▶ **Exercise instructions**
Whenever a line in the data holds the string "position", copy that line.

▶ **The data**
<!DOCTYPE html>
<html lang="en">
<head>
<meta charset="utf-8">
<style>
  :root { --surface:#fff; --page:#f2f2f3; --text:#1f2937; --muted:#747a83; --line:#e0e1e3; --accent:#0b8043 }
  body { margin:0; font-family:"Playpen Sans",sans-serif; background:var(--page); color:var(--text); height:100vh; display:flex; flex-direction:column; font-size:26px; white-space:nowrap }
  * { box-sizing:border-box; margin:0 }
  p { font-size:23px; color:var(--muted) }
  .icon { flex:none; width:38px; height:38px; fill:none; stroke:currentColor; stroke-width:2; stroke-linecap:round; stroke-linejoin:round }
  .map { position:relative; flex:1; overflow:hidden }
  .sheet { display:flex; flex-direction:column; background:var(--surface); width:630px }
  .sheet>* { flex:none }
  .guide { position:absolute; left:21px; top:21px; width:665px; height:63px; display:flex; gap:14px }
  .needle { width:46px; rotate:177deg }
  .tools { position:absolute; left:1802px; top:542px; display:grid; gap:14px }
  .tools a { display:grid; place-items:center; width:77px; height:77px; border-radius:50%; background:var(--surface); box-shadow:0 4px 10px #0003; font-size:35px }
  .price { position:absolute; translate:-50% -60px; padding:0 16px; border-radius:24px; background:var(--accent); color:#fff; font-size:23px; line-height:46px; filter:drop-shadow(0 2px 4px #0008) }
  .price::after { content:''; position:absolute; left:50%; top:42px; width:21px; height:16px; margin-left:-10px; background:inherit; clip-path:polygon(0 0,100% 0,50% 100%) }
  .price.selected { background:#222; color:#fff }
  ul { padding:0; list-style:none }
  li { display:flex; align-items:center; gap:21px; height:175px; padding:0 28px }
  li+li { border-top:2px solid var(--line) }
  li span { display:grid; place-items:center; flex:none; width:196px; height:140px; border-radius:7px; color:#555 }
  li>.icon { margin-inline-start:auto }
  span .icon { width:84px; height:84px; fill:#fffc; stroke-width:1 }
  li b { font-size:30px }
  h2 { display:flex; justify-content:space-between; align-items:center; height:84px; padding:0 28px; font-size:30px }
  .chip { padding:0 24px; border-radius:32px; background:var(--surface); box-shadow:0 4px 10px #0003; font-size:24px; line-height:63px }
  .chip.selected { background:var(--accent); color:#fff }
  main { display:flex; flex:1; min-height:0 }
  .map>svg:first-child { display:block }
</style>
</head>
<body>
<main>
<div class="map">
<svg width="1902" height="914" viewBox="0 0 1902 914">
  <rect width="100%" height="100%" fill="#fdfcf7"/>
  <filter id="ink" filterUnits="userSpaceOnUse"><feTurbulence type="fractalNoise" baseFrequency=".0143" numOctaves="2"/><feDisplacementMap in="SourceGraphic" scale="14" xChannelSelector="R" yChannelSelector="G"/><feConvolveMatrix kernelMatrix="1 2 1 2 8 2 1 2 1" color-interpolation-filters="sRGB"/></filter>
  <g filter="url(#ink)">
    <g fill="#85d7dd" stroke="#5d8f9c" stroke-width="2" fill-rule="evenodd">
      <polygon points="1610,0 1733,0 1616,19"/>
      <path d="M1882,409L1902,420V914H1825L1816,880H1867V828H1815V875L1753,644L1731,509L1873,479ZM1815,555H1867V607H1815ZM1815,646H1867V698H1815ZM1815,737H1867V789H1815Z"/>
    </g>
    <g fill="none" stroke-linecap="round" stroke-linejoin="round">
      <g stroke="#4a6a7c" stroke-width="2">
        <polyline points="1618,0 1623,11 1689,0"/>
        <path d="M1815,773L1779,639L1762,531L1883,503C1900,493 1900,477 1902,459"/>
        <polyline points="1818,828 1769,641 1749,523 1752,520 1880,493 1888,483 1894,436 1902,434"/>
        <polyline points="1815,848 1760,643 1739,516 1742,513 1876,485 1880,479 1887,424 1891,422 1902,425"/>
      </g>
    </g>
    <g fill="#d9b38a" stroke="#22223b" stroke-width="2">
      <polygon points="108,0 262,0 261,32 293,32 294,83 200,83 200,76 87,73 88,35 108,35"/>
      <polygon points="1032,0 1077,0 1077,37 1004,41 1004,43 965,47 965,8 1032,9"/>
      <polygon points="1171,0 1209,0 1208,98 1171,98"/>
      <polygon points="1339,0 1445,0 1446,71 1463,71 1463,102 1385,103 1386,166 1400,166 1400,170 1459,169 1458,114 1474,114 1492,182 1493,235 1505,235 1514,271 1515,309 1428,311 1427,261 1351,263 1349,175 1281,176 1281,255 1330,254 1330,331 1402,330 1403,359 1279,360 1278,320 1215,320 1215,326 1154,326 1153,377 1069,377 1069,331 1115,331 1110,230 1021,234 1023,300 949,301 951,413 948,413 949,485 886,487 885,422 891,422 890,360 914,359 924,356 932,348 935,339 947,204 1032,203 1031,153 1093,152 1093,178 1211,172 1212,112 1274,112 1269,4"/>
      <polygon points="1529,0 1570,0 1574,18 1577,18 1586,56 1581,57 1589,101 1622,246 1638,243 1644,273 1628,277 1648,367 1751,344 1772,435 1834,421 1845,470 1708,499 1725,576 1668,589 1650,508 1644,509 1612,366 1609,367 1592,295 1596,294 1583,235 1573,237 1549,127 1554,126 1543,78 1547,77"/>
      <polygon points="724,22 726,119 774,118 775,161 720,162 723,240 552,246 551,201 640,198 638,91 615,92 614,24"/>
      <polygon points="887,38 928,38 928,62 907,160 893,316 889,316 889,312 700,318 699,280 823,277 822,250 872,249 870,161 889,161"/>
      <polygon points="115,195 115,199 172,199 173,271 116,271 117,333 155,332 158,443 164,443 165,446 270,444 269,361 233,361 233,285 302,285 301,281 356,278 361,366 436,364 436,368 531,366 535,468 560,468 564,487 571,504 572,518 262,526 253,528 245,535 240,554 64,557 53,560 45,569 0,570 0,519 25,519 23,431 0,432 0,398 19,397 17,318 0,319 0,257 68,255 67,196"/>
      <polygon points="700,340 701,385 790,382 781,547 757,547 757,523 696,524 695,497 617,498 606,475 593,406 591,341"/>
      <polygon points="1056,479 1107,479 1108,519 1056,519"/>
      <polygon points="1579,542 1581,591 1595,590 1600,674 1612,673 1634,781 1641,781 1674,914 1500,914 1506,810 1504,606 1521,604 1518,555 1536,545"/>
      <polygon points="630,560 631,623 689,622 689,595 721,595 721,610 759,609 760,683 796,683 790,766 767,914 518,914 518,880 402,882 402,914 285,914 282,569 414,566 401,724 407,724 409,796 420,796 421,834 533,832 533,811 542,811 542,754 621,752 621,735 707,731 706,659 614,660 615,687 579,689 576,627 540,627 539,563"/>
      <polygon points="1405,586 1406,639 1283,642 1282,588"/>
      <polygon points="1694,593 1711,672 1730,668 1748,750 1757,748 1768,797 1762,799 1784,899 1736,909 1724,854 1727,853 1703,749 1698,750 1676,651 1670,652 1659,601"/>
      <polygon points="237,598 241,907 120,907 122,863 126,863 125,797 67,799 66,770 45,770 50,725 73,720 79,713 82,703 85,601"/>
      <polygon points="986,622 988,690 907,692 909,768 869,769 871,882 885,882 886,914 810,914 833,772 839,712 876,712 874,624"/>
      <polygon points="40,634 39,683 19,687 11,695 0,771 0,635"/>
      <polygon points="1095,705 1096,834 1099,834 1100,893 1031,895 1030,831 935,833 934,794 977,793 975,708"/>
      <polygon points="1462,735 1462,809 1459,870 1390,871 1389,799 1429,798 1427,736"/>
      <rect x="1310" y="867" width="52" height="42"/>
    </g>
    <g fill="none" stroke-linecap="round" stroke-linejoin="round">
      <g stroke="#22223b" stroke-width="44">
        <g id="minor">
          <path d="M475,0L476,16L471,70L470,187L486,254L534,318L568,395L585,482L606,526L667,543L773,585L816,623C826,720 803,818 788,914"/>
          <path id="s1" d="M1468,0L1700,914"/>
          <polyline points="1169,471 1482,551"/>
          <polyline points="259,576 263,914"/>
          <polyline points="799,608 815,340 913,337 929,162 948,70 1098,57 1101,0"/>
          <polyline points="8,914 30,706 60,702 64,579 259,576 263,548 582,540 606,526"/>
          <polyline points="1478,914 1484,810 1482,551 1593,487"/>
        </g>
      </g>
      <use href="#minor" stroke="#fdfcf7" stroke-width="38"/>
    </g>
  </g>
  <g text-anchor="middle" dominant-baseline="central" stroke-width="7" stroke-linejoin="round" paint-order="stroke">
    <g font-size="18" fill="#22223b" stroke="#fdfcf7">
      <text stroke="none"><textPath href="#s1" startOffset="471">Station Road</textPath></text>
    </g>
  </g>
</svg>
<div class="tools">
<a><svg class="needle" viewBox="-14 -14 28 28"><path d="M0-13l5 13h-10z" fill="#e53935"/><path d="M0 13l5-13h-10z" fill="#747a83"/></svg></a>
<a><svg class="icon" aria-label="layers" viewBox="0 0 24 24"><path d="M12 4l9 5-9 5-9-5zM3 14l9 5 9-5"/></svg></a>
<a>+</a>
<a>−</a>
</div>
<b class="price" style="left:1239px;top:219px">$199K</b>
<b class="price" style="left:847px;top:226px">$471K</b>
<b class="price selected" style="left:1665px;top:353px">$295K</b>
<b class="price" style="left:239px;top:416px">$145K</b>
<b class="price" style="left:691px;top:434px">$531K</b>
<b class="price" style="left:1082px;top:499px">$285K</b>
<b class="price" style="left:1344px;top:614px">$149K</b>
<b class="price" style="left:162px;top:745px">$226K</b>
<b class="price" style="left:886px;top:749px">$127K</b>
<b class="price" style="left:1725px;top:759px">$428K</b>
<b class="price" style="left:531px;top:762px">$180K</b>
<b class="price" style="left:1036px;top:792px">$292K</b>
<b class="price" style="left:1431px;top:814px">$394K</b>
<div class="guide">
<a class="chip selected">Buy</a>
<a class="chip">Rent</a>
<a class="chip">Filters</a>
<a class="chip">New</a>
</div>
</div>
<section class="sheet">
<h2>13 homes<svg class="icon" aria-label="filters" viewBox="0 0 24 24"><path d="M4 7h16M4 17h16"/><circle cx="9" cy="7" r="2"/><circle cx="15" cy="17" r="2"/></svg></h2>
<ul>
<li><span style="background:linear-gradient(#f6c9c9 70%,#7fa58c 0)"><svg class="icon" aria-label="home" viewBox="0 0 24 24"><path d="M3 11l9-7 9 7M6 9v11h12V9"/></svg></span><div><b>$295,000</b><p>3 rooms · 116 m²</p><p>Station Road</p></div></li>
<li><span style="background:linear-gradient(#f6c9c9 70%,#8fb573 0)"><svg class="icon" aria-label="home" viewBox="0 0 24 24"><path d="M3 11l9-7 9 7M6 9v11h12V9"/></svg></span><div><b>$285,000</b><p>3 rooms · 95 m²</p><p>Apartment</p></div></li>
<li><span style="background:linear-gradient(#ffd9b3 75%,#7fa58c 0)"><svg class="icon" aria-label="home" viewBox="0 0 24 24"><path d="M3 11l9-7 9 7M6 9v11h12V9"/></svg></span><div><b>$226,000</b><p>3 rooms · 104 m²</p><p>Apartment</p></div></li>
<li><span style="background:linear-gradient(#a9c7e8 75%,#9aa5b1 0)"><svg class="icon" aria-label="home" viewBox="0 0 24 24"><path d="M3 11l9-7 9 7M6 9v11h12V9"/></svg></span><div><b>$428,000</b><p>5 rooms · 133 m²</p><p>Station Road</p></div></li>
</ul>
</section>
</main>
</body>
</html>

▶ **Exercise result**
  .map { position:relative; flex:1; overflow:hidden }
  .guide { position:absolute; left:21px; top:21px; width:665px; height:63px; display:flex; gap:14px }
  .tools { position:absolute; left:1802px; top:542px; display:grid; gap:14px }
  .price { position:absolute; translate:-50% -60px; padding:0 16px; border-radius:24px; background:var(--accent); color:#fff; font-size:23px; line-height:46px; filter:drop-shadow(0 2px 4px #0008) }
  .price::after { content:''; position:absolute; left:50%; top:42px; width:21px; height:16px; margin-left:-10px; background:inherit; clip-path:polygon(0 0,100% 0,50% 100%) }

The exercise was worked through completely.